Ките в переводе Вениамина имел большой успех у Марго в первые два дня съемок.
А на третий день ее убили.
Ее убили в перерыве между съемками – самое удобное время, – когда Вениамин, находящийся при ней неотлучно, выскочил на несколько минут в соседнюю кондитерскую, чтобы принести кофе: для Марго и для себя.
В соседней кондитерской варили очень хороший кофе по-турецки…

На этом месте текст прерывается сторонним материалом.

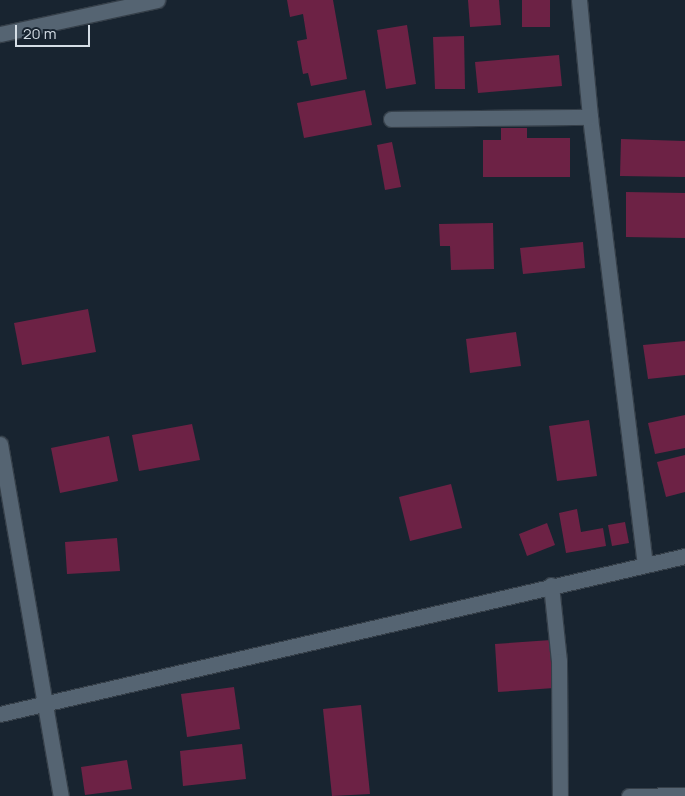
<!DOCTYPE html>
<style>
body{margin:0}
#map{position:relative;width:685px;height:796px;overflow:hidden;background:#182430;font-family:Manrope,sans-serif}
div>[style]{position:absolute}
.building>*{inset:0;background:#6d2245}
.roads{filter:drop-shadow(1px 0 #353f49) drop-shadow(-1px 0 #353f49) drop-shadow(0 1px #353f49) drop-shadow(0 -1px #353f49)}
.minor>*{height:15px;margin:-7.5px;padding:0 7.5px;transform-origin:7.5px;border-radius:7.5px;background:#556472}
span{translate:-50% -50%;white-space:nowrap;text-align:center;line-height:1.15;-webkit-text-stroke:4.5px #182430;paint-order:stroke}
.scale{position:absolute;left:15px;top:25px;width:75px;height:22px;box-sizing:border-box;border:2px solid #d4dde5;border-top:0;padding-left:6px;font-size:15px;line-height:18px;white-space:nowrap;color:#d4dde5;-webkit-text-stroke:4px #182430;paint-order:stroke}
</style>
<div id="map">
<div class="building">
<i style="clip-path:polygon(287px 0,333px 0,347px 79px,311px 86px,308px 73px,303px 74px,297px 41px,307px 39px,303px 14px,290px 17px)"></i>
<i style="clip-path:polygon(468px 0,499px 0,501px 25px,470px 27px)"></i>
<i style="clip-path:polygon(522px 0,550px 0,550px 27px,522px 27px)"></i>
<i style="clip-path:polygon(407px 25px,416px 84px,386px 89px,377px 30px)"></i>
<i style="clip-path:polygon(464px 36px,465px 89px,435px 89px,433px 37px)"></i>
<i style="clip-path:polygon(559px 55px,562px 86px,478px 93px,475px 62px)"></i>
<i style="clip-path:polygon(365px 90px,372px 125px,304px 138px,297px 103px)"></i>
<i style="clip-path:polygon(501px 128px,527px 128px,527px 138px,570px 138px,570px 177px,483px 177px,483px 140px,501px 140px)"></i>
<i style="clip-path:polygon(621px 139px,685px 141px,685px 177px,620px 176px)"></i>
<i style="clip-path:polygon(392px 142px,401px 187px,385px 190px,377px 145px)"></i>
<i style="clip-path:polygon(626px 192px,685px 193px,685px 238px,626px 237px)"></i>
<i style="clip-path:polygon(493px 223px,494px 269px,451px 270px,450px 246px,440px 246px,439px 224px)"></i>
<i style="clip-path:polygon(583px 242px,585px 268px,523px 274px,520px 248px)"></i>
<i style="clip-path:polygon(88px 309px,96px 352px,22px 365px,14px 323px)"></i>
<i style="clip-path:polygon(516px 332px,521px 366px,470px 373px,466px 339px)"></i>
<i style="clip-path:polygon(685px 341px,685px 375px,648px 379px,643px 345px)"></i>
<i style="clip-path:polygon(685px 415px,685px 448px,655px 454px,648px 423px)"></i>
<i style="clip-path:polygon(589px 420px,597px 476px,557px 481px,549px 426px)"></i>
<i style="clip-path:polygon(192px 424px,200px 460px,139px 471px,132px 435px)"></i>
<i style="clip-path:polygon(109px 436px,118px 481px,60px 493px,51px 448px)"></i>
<i style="clip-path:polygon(685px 455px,685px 492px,666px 497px,657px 462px)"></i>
<i style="clip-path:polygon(451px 484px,462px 528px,410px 541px,399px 497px)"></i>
<i style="clip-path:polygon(577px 509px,581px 532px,603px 528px,606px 546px,566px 553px,559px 513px)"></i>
<i style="clip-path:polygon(625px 522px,629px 543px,612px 546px,608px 525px)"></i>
<i style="clip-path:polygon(547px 523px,555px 545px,527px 556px,519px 534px)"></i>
<i style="clip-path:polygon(117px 538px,120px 571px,67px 574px,65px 542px)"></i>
<i style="clip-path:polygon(551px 640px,554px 688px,498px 692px,495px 644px)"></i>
<i style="clip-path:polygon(234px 687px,240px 729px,187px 737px,181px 694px)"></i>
<i style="clip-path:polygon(361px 705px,370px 794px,332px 796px,323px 709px)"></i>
<i style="clip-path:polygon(242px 744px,246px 779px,183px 786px,180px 751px)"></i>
<i style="clip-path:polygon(127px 760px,132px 789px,85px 795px,81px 767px)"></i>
</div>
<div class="roads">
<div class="minor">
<i style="left:579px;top:0;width:118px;rotate:84.6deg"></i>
<i style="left:590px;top:117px;width:450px;rotate:83deg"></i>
<i style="left:0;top:34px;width:161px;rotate:-12.2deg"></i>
<i style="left:391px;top:119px;width:199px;rotate:-0.6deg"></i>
<i style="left:0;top:444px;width:357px;rotate:80.2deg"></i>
<i style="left:551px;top:585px;width:76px;rotate:84deg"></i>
<i style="left:559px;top:661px;width:135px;rotate:89.6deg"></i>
<i style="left:0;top:714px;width:703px;rotate:-12.99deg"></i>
<i style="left:629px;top:796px;width:56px;rotate:-1deg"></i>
</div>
</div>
<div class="scale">20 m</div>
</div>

…Для продолжения съемок Братны и Кравчук подыскали небольшой особняк, затерянный в самом сердце старой Москвы. Совсем недавно его купил какой-то нефтяной магнат, на которого вышел Кравчук и которого, как всегда, блистательно обработал Братны. Впрочем, преуспевающего бизнесмена даже уговаривать не пришлось, как только он узнал, кто будет играть главную роль. Братны с его Пальмой был для бизнесмена пустым звуком, а вот Марго оказалась сто первой детской любовью: “Неужели это вы, я видел вас в первой роли, я видел все ваши фильмы…” И – почтительный поцелуй, и – фраза достойная мецената: “Вы можете оставаться здесь сколько угодно, если, конечно, я вытребую себе право на ужин с вами…” Марго рассмеялась, но предложение приняла.